Saved entries
----------------

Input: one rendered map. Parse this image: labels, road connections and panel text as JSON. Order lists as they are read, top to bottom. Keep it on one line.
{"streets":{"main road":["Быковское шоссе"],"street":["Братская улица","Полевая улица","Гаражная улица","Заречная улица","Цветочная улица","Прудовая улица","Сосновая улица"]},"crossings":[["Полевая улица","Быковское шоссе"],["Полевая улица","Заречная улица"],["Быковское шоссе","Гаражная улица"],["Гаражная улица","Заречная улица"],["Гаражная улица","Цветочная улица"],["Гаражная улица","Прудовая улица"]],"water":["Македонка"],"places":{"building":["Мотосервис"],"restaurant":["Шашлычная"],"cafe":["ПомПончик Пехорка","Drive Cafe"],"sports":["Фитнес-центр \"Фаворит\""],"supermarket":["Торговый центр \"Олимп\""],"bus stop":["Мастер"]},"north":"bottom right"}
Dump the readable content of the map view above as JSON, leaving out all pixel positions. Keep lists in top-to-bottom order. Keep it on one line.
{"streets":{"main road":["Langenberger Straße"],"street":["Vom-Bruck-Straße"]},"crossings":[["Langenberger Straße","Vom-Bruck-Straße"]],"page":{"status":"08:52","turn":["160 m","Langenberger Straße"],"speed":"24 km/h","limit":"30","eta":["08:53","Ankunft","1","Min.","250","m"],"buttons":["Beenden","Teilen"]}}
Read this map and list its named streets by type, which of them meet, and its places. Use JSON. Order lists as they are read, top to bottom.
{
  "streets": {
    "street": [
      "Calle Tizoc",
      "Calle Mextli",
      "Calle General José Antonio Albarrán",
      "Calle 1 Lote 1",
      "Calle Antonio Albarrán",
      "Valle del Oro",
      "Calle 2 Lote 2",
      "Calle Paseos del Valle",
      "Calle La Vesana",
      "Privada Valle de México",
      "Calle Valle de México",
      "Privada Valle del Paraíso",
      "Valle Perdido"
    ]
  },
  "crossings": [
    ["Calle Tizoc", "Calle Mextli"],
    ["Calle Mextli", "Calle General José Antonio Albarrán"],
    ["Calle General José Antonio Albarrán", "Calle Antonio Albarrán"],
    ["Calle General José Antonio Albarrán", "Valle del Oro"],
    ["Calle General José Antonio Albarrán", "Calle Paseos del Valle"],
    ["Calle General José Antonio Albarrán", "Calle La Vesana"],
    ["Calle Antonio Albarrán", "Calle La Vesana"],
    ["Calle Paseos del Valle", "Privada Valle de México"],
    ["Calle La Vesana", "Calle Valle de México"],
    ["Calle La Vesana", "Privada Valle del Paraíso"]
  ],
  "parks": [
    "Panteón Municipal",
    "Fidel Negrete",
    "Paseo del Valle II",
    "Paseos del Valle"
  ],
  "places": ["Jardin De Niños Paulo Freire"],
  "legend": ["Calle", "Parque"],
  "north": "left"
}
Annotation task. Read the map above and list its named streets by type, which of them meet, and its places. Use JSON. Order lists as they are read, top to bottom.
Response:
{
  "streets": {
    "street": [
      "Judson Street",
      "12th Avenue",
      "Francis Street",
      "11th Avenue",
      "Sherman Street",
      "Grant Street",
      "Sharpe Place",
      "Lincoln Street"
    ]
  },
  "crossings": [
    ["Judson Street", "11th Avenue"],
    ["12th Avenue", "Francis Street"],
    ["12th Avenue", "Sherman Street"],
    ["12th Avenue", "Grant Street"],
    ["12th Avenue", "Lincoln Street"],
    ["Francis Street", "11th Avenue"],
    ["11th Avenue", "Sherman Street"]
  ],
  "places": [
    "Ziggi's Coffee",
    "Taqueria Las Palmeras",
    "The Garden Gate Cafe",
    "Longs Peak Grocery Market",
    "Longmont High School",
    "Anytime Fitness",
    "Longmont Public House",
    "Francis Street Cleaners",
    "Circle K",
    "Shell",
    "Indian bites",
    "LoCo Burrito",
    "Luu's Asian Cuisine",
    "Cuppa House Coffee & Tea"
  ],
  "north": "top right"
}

----------------

● TASK INSTRUCTIONS:
Give the data back exactly as it stands.

● ANSWER TO THIS EXERCISE:
Input: one rendered map. Parse this image: labels, road connections and panel text as JSON. Order lists as they are read, top to bottom. Keep it on one line.
{"streets":{"main road":["Быковское шоссе"],"street":["Братская улица","Полевая улица","Гаражная улица","Заречная улица","Цветочная улица","Прудовая улица","Сосновая улица"]},"crossings":[["Полевая улица","Быковское шоссе"],["Полевая улица","Заречная улица"],["Быковское шоссе","Гаражная улица"],["Гаражная улица","Заречная улица"],["Гаражная улица","Цветочная улица"],["Гаражная улица","Прудовая улица"]],"water":["Македонка"],"places":{"building":["Мотосервис"],"restaurant":["Шашлычная"],"cafe":["ПомПончик Пехорка","Drive Cafe"],"sports":["Фитнес-центр \"Фаворит\""],"supermarket":["Торговый центр \"Олимп\""],"bus stop":["Мастер"]},"north":"bottom right"}
Dump the readable content of the map view above as JSON, leaving out all pixel positions. Keep lists in top-to-bottom order. Keep it on one line.
{"streets":{"main road":["Langenberger Straße"],"street":["Vom-Bruck-Straße"]},"crossings":[["Langenberger Straße","Vom-Bruck-Straße"]],"page":{"status":"08:52","turn":["160 m","Langenberger Straße"],"speed":"24 km/h","limit":"30","eta":["08:53","Ankunft","1","Min.","250","m"],"buttons":["Beenden","Teilen"]}}
Read this map and list its named streets by type, which of them meet, and its places. Use JSON. Order lists as they are read, top to bottom.
{
  "streets": {
    "street": [
      "Calle Tizoc",
      "Calle Mextli",
      "Calle General José Antonio Albarrán",
      "Calle 1 Lote 1",
      "Calle Antonio Albarrán",
      "Valle del Oro",
      "Calle 2 Lote 2",
      "Calle Paseos del Valle",
      "Calle La Vesana",
      "Privada Valle de México",
      "Calle Valle de México",
      "Privada Valle del Paraíso",
      "Valle Perdido"
    ]
  },
  "crossings": [
    ["Calle Tizoc", "Calle Mextli"],
    ["Calle Mextli", "Calle General José Antonio Albarrán"],
    ["Calle General José Antonio Albarrán", "Calle Antonio Albarrán"],
    ["Calle General José Antonio Albarrán", "Valle del Oro"],
    ["Calle General José Antonio Albarrán", "Calle Paseos del Valle"],
    ["Calle General José Antonio Albarrán", "Calle La Vesana"],
    ["Calle Antonio Albarrán", "Calle La Vesana"],
    ["Calle Paseos del Valle", "Privada Valle de México"],
    ["Calle La Vesana", "Calle Valle de México"],
    ["Calle La Vesana", "Privada Valle del Paraíso"]
  ],
  "parks": [
    "Panteón Municipal",
    "Fidel Negrete",
    "Paseo del Valle II",
    "Paseos del Valle"
  ],
  "places": ["Jardin De Niños Paulo Freire"],
  "legend": ["Calle", "Parque"],
  "north": "left"
}
Annotation task. Read the map above and list its named streets by type, which of them meet, and its places. Use JSON. Order lists as they are read, top to bottom.
Response:
{
  "streets": {
    "street": [
      "Judson Street",
      "12th Avenue",
      "Francis Street",
      "11th Avenue",
      "Sherman Street",
      "Grant Street",
      "Sharpe Place",
      "Lincoln Street"
    ]
  },
  "crossings": [
    ["Judson Street", "11th Avenue"],
    ["12th Avenue", "Francis Street"],
    ["12th Avenue", "Sherman Street"],
    ["12th Avenue", "Grant Street"],
    ["12th Avenue", "Lincoln Street"],
    ["Francis Street", "11th Avenue"],
    ["11th Avenue", "Sherman Street"]
  ],
  "places": [
    "Ziggi's Coffee",
    "Taqueria Las Palmeras",
    "The Garden Gate Cafe",
    "Longs Peak Grocery Market",
    "Longmont High School",
    "Anytime Fitness",
    "Longmont Public House",
    "Francis Street Cleaners",
    "Circle K",
    "Shell",
    "Indian bites",
    "LoCo Burrito",
    "Luu's Asian Cuisine",
    "Cuppa House Coffee & Tea"
  ],
  "north": "top right"
}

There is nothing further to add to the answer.